Wednesday, March 28, 2012

Legal Definitions

("Sharp Questions in Court on Health Care Mandate")

Central to the 3 day play that is now taking place is the morality behind it. Hidden behind the legal complexities and the definitions is the question of who we are as a nation. There are 50 million of us who are left without the most basic of human rights. Circumstance has created an unfathomable concept that it is appropriate to abandon those in need.

In the halls of Congress there has been fierce debate over the question of our responsibilities. There are those on the right who clearly try to shape our laws to protect the privileged. And when, as here, they have been unable to stop the passage of legislation that conflicted with their vision, they have taken to the courts to do the dirty work for them.

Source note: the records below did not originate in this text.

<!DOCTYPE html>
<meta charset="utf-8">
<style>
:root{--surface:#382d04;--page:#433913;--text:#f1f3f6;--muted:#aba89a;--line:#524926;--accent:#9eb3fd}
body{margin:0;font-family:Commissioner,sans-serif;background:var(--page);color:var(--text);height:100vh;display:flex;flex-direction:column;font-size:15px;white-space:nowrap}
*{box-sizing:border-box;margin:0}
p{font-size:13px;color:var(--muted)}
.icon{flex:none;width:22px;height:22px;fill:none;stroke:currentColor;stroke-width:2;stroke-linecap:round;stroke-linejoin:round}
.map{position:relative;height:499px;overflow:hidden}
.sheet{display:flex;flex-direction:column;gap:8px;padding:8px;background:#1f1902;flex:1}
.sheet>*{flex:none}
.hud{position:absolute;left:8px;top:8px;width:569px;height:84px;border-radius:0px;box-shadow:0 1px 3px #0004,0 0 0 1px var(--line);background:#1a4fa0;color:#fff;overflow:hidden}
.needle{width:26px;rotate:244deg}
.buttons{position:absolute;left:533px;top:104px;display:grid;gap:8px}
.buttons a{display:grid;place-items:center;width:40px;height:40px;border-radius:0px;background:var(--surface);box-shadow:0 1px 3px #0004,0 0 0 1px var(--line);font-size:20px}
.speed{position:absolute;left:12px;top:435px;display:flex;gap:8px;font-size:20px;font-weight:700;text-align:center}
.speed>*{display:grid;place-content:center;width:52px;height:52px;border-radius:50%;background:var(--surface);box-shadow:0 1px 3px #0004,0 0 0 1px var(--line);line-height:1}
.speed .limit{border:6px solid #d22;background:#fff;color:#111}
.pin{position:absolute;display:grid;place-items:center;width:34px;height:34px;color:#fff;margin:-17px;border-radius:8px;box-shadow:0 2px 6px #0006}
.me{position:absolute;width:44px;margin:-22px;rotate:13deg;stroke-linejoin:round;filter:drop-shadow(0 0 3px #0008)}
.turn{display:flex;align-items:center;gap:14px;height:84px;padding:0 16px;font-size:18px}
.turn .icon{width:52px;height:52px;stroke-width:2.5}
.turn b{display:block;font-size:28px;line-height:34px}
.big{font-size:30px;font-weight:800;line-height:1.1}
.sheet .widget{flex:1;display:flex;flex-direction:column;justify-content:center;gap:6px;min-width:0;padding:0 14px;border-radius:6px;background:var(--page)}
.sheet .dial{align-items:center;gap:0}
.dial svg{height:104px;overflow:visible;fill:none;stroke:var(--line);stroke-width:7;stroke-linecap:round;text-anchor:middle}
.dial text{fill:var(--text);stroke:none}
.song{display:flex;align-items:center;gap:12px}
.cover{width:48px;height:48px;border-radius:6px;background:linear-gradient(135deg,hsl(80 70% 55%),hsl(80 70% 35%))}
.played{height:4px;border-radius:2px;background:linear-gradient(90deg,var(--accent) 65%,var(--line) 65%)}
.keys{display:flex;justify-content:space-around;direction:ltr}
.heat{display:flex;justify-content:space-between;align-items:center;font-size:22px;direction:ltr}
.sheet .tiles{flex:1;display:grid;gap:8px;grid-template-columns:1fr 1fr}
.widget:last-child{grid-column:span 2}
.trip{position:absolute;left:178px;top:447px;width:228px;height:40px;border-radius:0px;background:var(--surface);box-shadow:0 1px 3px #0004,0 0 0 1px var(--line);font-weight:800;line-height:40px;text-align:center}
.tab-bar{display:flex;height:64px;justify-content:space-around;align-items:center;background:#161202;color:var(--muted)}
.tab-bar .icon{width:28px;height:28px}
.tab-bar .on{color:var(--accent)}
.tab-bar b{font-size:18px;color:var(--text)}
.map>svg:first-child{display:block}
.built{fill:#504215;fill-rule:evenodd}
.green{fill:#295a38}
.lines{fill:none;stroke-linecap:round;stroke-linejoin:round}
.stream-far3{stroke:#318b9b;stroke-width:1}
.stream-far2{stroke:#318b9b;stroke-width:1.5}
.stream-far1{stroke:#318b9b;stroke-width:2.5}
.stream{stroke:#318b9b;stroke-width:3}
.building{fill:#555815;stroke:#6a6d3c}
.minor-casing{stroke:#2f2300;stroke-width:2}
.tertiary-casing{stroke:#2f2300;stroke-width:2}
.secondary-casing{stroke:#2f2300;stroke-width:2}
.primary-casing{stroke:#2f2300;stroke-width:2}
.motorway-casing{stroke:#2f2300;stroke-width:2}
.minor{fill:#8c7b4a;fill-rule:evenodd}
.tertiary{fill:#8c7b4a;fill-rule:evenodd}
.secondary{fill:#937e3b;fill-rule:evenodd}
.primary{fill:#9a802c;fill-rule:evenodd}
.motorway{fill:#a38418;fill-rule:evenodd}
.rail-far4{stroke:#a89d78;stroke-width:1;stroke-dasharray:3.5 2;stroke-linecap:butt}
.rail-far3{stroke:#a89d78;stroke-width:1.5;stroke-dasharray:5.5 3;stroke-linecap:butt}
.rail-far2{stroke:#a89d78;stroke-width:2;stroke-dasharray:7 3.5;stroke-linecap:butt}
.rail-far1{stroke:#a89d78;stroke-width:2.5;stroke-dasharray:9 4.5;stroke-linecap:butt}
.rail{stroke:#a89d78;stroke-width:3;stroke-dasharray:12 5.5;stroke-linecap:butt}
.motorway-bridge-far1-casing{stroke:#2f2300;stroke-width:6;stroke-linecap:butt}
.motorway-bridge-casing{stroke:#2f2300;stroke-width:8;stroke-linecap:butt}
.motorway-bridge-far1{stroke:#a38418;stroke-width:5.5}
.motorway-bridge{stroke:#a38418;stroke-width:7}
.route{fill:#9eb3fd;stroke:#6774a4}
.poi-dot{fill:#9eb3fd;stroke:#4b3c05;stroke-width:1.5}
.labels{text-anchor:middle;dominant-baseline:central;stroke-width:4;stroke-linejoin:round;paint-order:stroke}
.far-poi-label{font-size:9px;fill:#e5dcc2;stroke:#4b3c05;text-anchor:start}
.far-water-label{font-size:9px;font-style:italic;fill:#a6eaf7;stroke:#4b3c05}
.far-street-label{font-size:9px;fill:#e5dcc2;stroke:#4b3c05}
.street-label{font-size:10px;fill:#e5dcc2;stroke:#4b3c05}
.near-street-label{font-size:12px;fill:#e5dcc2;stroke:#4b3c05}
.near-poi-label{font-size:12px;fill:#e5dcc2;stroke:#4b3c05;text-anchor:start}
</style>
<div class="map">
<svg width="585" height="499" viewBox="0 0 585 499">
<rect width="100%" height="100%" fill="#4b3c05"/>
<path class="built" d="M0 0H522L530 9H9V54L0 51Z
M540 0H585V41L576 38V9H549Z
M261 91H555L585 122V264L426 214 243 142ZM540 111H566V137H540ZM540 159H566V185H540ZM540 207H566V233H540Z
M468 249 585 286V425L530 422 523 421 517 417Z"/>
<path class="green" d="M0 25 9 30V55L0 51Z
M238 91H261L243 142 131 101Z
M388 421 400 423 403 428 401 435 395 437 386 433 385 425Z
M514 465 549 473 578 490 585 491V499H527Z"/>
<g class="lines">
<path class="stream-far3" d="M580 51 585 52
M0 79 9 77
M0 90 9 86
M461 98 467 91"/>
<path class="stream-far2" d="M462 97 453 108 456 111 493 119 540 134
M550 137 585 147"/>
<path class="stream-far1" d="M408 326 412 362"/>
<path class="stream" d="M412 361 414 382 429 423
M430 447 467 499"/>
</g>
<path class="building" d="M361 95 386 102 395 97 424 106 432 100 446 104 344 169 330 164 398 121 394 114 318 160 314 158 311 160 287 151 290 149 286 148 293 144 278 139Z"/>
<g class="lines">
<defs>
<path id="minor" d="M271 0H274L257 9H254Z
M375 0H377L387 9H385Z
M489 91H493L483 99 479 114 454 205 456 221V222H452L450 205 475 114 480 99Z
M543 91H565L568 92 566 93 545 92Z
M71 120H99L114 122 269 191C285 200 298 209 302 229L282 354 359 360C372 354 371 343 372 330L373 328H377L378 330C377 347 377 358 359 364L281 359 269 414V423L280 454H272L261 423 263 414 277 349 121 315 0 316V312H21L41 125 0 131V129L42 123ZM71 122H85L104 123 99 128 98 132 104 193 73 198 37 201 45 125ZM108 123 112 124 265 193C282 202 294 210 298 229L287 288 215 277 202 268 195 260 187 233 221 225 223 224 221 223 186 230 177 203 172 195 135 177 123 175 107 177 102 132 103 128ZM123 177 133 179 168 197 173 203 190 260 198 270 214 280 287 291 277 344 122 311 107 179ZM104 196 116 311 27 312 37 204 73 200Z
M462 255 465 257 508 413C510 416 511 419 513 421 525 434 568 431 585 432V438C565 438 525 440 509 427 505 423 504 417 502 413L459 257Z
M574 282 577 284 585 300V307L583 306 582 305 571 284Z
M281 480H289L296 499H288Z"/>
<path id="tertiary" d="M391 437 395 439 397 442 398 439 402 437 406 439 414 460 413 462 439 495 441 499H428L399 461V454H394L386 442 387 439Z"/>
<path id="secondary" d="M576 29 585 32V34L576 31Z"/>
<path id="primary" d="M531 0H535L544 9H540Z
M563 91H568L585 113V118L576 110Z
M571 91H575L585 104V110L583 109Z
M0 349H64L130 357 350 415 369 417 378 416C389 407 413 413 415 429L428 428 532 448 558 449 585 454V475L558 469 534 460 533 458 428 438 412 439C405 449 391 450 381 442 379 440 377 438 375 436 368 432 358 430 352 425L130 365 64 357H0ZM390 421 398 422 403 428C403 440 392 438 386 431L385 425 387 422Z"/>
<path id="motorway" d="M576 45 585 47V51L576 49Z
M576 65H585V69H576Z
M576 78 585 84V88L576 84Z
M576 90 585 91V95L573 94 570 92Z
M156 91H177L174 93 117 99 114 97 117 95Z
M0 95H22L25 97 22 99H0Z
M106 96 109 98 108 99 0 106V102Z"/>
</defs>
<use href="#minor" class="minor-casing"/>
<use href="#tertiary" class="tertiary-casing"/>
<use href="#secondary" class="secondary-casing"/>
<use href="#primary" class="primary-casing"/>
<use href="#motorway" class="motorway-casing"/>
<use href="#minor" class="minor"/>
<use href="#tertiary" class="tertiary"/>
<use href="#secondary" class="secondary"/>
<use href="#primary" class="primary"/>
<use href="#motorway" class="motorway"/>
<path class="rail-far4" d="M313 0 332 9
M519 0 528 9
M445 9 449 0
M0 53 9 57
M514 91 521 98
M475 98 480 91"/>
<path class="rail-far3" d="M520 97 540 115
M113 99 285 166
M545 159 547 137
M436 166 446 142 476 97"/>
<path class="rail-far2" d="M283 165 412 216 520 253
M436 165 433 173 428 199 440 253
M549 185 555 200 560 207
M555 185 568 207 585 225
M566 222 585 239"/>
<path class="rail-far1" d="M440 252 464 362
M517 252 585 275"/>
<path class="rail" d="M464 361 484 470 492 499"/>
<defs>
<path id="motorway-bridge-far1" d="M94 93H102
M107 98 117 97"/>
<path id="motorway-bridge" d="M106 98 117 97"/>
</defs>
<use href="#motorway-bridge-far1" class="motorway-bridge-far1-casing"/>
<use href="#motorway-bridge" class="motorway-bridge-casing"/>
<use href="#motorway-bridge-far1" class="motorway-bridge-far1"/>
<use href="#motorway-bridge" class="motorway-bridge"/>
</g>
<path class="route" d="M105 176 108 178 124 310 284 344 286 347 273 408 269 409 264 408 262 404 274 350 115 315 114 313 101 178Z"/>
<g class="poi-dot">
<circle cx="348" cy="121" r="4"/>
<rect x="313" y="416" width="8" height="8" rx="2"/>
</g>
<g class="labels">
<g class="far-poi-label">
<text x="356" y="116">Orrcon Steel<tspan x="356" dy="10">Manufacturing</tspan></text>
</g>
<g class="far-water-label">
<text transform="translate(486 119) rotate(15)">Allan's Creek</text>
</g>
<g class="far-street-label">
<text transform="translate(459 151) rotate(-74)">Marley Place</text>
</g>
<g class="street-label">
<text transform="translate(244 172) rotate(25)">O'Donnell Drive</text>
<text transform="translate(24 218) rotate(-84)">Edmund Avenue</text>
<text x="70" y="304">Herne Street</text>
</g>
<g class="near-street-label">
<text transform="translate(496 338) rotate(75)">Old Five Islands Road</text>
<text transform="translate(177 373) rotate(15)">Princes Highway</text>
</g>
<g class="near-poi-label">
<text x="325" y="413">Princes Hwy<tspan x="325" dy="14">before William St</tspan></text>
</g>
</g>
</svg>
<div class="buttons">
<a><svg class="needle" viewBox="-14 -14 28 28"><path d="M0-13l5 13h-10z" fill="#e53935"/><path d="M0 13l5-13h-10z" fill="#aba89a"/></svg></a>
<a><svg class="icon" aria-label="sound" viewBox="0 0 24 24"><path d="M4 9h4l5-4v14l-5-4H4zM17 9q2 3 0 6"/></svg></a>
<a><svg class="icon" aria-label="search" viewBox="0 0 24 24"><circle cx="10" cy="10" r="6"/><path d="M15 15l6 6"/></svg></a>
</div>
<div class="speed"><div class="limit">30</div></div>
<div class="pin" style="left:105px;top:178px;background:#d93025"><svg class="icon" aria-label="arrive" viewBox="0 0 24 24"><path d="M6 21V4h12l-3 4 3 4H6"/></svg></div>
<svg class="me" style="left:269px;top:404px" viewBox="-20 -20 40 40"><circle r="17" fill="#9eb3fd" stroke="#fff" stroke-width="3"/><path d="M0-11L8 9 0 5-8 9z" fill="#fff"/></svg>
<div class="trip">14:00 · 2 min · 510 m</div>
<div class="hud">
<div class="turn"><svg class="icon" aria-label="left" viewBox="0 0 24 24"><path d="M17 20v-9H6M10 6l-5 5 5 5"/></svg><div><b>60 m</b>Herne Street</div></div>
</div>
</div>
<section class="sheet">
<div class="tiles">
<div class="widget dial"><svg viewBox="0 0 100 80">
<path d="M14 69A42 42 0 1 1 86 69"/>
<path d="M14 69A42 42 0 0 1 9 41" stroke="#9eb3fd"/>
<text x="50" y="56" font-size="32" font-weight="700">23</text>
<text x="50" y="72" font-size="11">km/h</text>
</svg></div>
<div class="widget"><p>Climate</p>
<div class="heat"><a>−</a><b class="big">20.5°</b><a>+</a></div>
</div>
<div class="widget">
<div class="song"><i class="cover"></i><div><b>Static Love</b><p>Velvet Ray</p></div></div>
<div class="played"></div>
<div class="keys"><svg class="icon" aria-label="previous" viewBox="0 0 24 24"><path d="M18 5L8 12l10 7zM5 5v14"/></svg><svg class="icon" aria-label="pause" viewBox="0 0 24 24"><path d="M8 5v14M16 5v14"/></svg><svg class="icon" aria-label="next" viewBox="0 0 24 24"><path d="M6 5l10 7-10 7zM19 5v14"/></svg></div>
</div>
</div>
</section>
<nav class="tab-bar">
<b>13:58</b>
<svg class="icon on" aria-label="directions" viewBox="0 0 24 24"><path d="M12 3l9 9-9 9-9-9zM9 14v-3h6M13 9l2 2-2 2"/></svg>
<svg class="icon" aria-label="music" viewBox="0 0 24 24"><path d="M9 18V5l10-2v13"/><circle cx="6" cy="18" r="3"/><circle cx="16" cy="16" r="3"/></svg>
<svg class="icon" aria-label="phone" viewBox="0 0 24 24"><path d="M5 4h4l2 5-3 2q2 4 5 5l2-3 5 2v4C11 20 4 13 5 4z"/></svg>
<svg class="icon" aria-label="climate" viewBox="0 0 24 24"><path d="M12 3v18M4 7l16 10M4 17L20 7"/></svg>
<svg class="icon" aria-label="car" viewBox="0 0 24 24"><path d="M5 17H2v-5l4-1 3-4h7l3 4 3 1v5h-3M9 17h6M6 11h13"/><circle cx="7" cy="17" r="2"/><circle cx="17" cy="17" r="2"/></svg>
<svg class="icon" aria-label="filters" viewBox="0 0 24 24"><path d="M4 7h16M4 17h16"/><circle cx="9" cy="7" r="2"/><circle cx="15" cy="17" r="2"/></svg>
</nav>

While the arguments are heard seriatim over jurisdiction, regulation by compulsion and severance, what is really the thrust of this challenge goes largely unsaid. This debate is not in the final analysis about terminology and nuance but about defining ourselves.


Anonymous said...

Why didn't we just call for tax to pay for universal or enhanced medical care? The govt pays part of Medicare, and the member pays a monthly amount. Medicare works, it just needs to be more efficient in expenditures, like Rx drugs.
We have a great system, why did Obama feel the need to reinvent the wheel?

Robert said...

What great system is that? The one with exorbitant premiums, denial of coverage under the policies as standard protocol, and 50 million people left without any insurance? Or is it the single payer system under medicare and medicaid? I would suggest (as many do) that what "Obama" did was not nearly enough to fix a system that is so fundamentally broken.

Anonymous said...

We already have the right system.It's called Medicare and it is single payer and it works just fine! I would hope that was what Pres Obama would have liked but he was dealing with an intransigent Congress and had to settle for what he could get. Now we see where it got us.


Robert said...

I agree 100%. For all those I know who are recipients of Medicare, there is nothing but praise. Yes, we have to address ways to improve billing and payment procedures, determine which treatments are most effective and work on ways to reign in costs, but let's start with a program that is effective and modify what we can, rather than starting with a broken model and tweaking it.